Within the framework of this project, we develop the next-generation vulnerability scanner VUSC, which can fully automatically identify security vulnerabilities in mobile apps and the associated backend services. With VUSC, companies can not only check their own developments, but also purchased applications or modules for which they do not have the source code. For the analysis, only the binary application as it is installed on the target device is required. Thus, users no longer have to rely on the statements of the respective manufacturers, but can check them efficiently. The core of VUSC is the use of platform-specific semantic models. Instead of only recognising simple patterns, the scanner understands the specific semantics of an Android app, an iOS app, a Java EE web service, and assess the code on this basis. This approach makes it possible to minimise false positives from the scanner. Instead of having to manually trace and check hundreds of messages in a time-consuming way, analysts can use VUSC to focus on the real problems. In addition, the scanner extracts detailed information on each vulnerability: Which server is being communicated with, which data is being transmitted, which algorithm is used for transport encryption? The project represents an important step in moving from coding practices and error patterns to a risk assessment. With the detailed data determined by VUSC, the analyst can much more easily assess which vulnerabilities are relevant and need to be prioritised for remediation.

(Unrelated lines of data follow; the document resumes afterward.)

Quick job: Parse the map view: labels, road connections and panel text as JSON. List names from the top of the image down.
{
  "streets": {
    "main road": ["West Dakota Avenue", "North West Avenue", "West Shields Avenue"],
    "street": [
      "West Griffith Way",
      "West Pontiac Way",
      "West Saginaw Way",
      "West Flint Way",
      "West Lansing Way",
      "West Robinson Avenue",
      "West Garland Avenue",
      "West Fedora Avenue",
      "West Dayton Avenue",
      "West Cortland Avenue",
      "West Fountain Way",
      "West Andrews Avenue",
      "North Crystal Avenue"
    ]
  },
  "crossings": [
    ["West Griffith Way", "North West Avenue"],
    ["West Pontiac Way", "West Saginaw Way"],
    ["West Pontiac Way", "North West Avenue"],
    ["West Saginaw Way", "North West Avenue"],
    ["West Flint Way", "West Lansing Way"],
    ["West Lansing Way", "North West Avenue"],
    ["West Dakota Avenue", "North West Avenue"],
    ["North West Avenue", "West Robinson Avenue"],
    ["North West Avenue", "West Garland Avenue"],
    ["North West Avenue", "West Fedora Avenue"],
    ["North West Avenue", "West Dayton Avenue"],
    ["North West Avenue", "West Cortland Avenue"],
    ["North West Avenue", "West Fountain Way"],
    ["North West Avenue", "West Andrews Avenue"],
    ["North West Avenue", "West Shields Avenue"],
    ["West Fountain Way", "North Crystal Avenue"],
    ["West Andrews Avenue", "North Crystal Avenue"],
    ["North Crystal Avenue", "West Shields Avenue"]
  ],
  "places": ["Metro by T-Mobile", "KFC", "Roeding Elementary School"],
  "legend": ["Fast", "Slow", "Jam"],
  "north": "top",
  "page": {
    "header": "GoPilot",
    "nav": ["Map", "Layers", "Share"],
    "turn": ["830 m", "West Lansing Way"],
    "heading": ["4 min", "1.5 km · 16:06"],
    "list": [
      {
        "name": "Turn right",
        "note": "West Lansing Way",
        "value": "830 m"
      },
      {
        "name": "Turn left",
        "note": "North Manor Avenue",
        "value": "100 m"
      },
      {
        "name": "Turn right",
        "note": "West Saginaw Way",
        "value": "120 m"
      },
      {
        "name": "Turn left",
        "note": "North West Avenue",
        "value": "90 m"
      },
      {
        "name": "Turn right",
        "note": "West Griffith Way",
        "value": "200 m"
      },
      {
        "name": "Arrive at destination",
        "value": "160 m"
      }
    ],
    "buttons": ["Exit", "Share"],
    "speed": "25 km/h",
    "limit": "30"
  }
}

More information about VUSC - the Code Scanner

Automatic Vulnerability Verification

Automated vulnerability scans, despite all their advantages, currently lead to significant additional effort for development teams. The potential vulnerabilities found by the scanner have to be manually checked to weed out false positives and assess the relevance of the issue for prioritised remediation. Many reported vulnerabilities turn out to be irrelevant, e.g. if a vulnerability is in a function that is only available to users with extensive permissions. In this case, an attacker would not gain any additional access possibilities through the gap that he does not already possess. In this project, we develop mechanisms to automatically assess such vulnerabilities identified by a code scanner. To do this, the scanner will attempt to execute the affected code and trigger the vulnerability. If this succeeds, the corresponding vulnerability is prioritised for immediate remediation. Otherwise, although it cannot be ruled out that the vulnerability still exists, the demonstrably existing and relevant vulnerabilities should be given priority when resources are limited. In this way, the level of security can be increased without slowing down development processes even more.

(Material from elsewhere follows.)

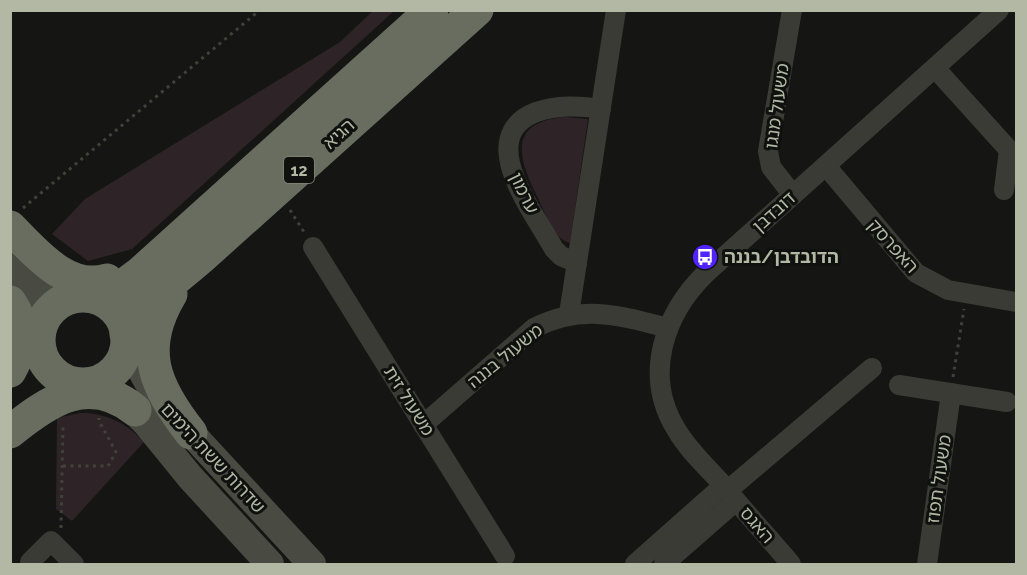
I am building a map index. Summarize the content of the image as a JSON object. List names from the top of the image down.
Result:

User-centric visualization of security problems

Today's software systems are created through software development processes, which are not immune to errors that can be exploited by attackers. Automated software scanners enable developers, security analysts and data protection officers to analyze their application and identify vulnerabilities or data breaches. Nevertheless, these user groups cannot be considered as a homogeneous group, as they have different technical knowledge. Also, security reports from software scanners are often difficult to understand due to many false positives, or the sheer number of vulnerabilities.
The goal of this project is therefore to develop visualizations in a user-centered approach for these user groups. This makes it possible to address the exact context of use, as well as the requirements and goals of the user groups. This includes the security status of an application, an overview of software vulnerabilities or the triage process. In this way, interactive visualizations enable users to make more informed privacy and cybersecurity decisions.

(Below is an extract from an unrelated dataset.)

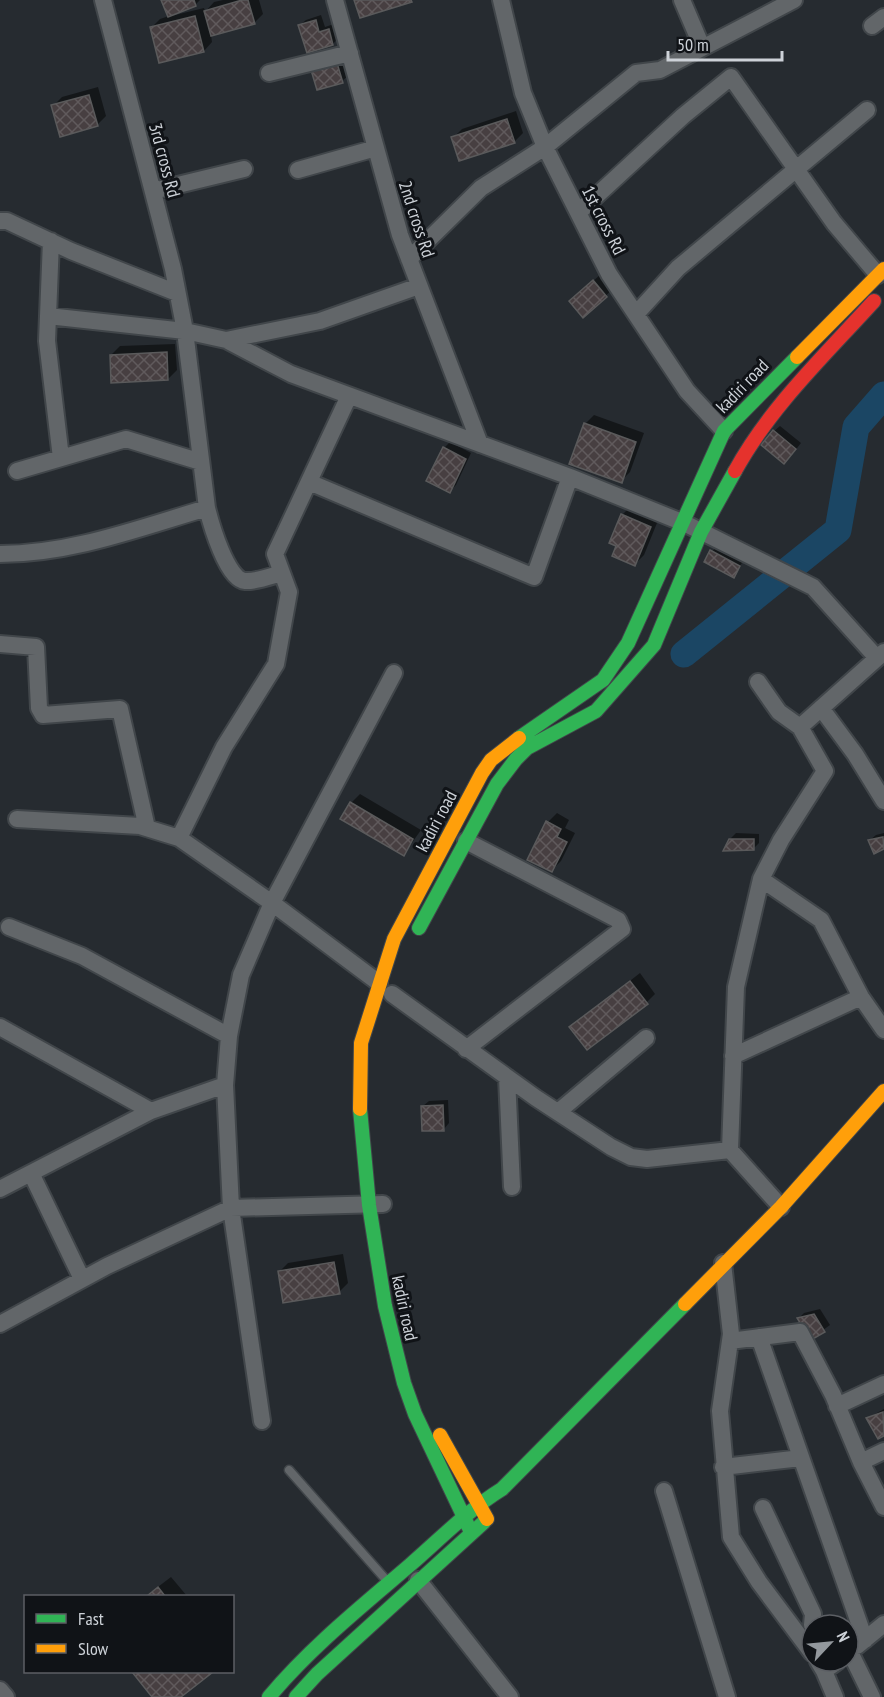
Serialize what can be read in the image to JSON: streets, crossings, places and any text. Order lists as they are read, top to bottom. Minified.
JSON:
{"streets":{"main road":["kadiri road"],"street":["3rd cross Rd","2nd cross Rd","1st cross Rd"]},"crossings":[["1st cross Rd","kadiri road"]],"legend":["Fast","Slow"],"scale_bar":"50 m","north":"top right"}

Machine Learning for Vulnerability Detection

To check for specific vulnerabilities of software code, the classical approach is to extract facts such as which API functions are called with which values, which data flows exist in the analyzed program, or which settings were made in configuration files of the target program. Then a rule or machine learning model may describe undesired combinations of these facts. In contrast, ATHENE research aim for a holistic approach that can deal with heterogeneous data extracted from different sources in a flexible way. To this end, deep probabilistic programming will be employed, which allows users to specify (deep) generative probabilistic models as high-level programs and then “compile” those models down into inference procedures. Probabilistic rules and deep networks are used to identify vulnerability spots in software applications and extract sophisticated relationships between them of software applications as well as to make inferences about facts involving those entities. Overall, this will lead to the first flexible platform for the rapid creation, modeling and management of training data and machine learning models for the detection of application vulnerabilities.

Vulnerability Detection for Hybrid Apps using Generic Analyses

Modern applications contain a lot of security vulnerabilities. Such vulnerabilities, among other things, leak data and expose code in a way that attackers can exploit for malicious purposes. Static code analysis can help alleviate such concerns by exposing vulnerabilities. Tools for static analysis can explore all code paths but are prone to false positives and lack precision thereby hindering practicality. They also suffer from an inability to deal with obfuscated code which a previous study by our team has shown to be prevalent. Current static analysis approaches target one language. In practice, however, it is common that a single application uses Java and JavaScript at the same time; JavaScript primarily for building user interfaces or web clients. The purpose of this project is to develop scalable and precise generic static analyses for hybrid applications. The approach will first deobfuscate code using the existing prototype StringHound and then apply the in-house scalable data-flow analysis in combination with state-of-the-art JavaScript type analysis. Modular, extensible framework OPAL will be used as a base.

Further development of the CogniCrypt Assistant to ensure the correct use of crypto libraries

Cryptographic APIs support developers in performing tasks that protect data, like encryption or password management. Previous research has suggested that using such APIs is hard. CogniCrypt, pioneered at TU Darmstadt, aids developers in making sure such misuses are avoided. It helps developers with two components. The code generator component provides template usage of cryptographic tasks to serve as a starting point, as code provided in online forums has been shown to be faulty. The static analysis component uses specifications written in a language called Crysl to point out errors in API usage. The goal of this project is to professionalize CogniCrypt by building an open source community around it and incorporating professional practices like nightly builds and continuous integrations. As part of the project, CogniCrypt will be extended beyond Java and JCA, to support other languages and libraries. Furhthermore approaches will be investigated to make the specification language Crysl support challenges posed by evolving APIs and standards.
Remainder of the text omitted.